Northern New Jersey is pockmarked on a map from the U.S. Department of Transportation’s Pipeline and Hazardous Materials Safety Administration (PHMSA) showing pipeline and related fossil fuel facility accidents and incidents.
The map reveals gas transmission and hazardous liquid pipeline accidents and incidents going back to 2002 as well as the nation’s entire 2.8 million-mile pipeline network, over 17,000 underground natural gas wells, and 164 liquefied natural gas facilities.
PHMSA’s mission is to protect people and the environment by advancing the safe transportation of energy and other hazardous materials that are essential to our daily lives.
Pipeline operators were recently alerted by the agency that they need to do more to protect the public and the environment by identifying and addressing potential leaks, according to the PHMSA.
That notice resulted from the Protecting Our Infrastructure of Pipelines and Enhancing Safety (PIPES) Act of 2020, which was signed on December 27, 2020.

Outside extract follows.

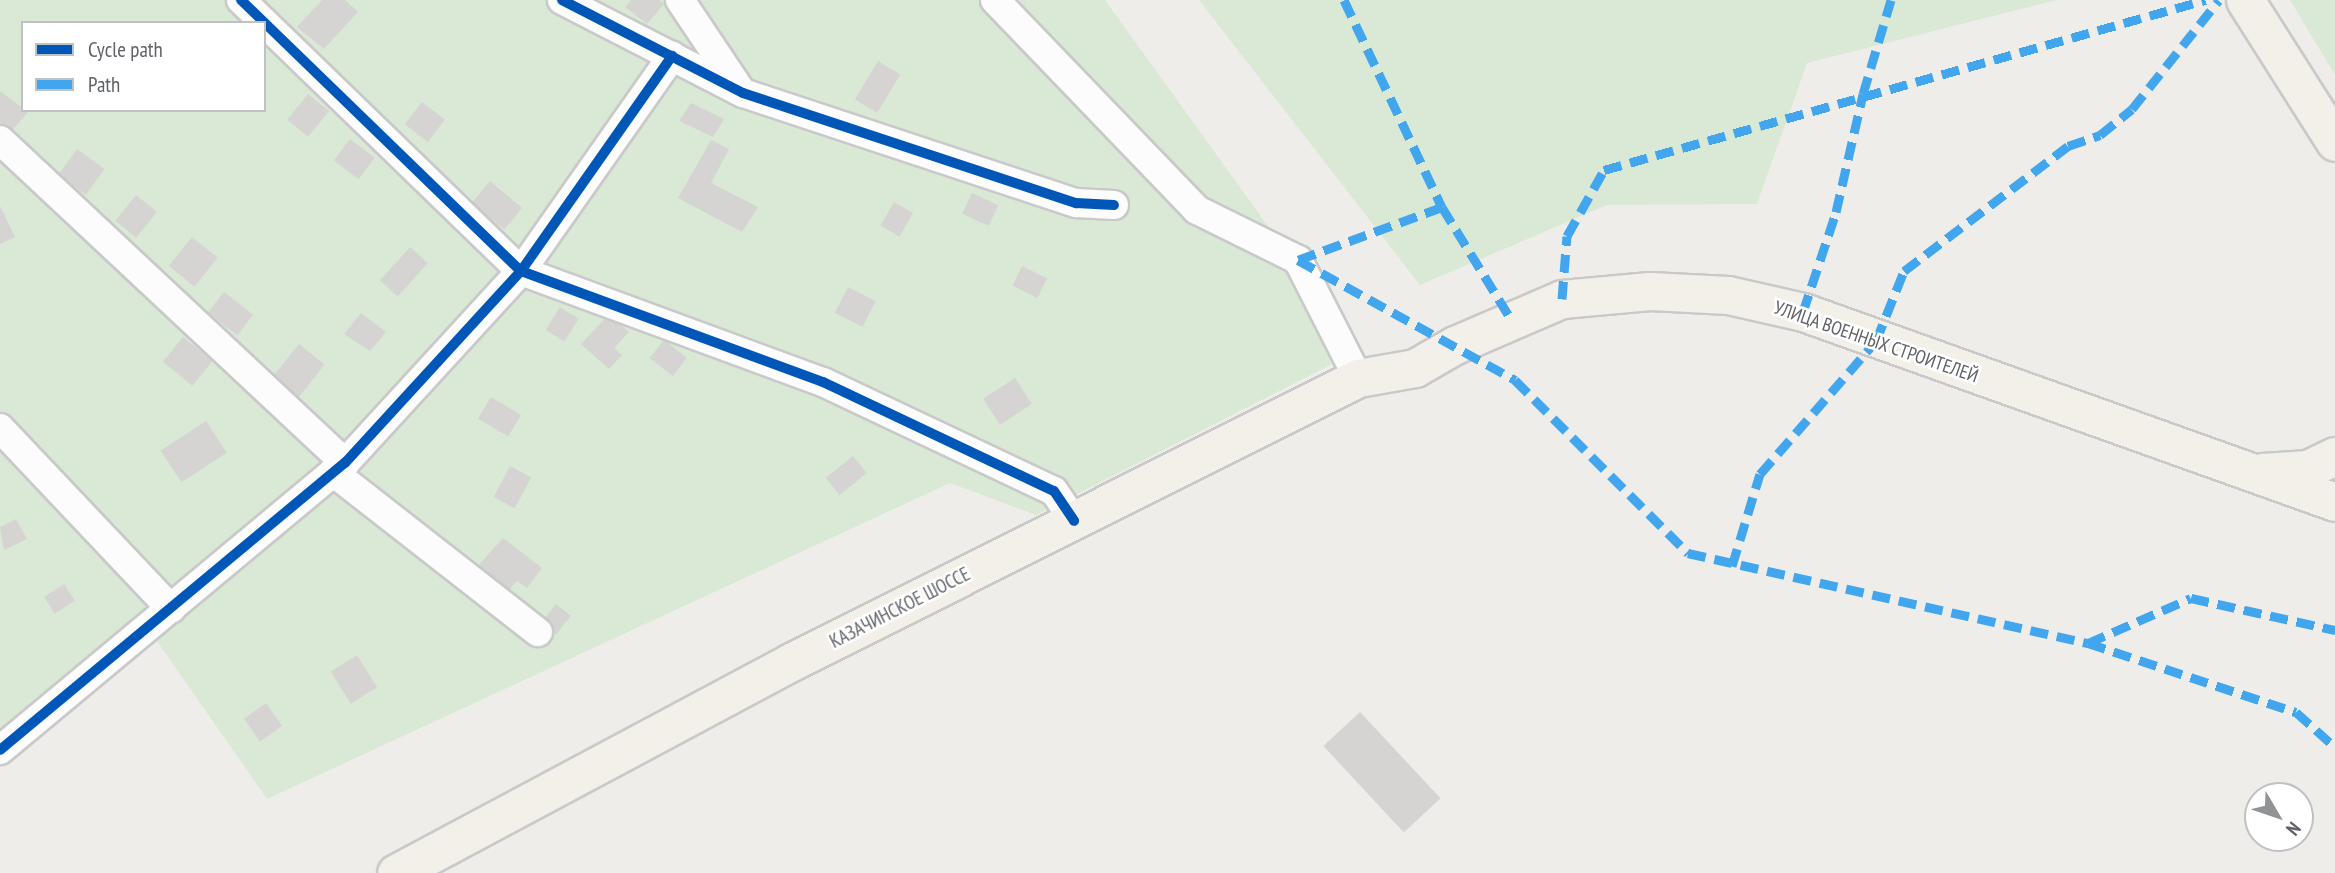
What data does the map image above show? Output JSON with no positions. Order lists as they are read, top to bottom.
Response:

The bipartisan law is said to strengthen the agency’s safety authority and includes many provisions that will help it fulfill its mission of protecting people and the environment by advancing the safe transportation of energy and other hazardous materials but it faced congressional opposition from many of the advocates for a Green New Deal.
“Minimizing methane emissions from pipelines will help improve safety and combat climate change, while creating jobs for pipeline workers,” said PHMSA Acting Administrator Tristan Brown. “Pipeline operators have an obligation to protect the public and the environment by identifying and addressing methane leaks.”
Pipelines have caused massive explosions and leaks that are among the worst environmental disasters of all time.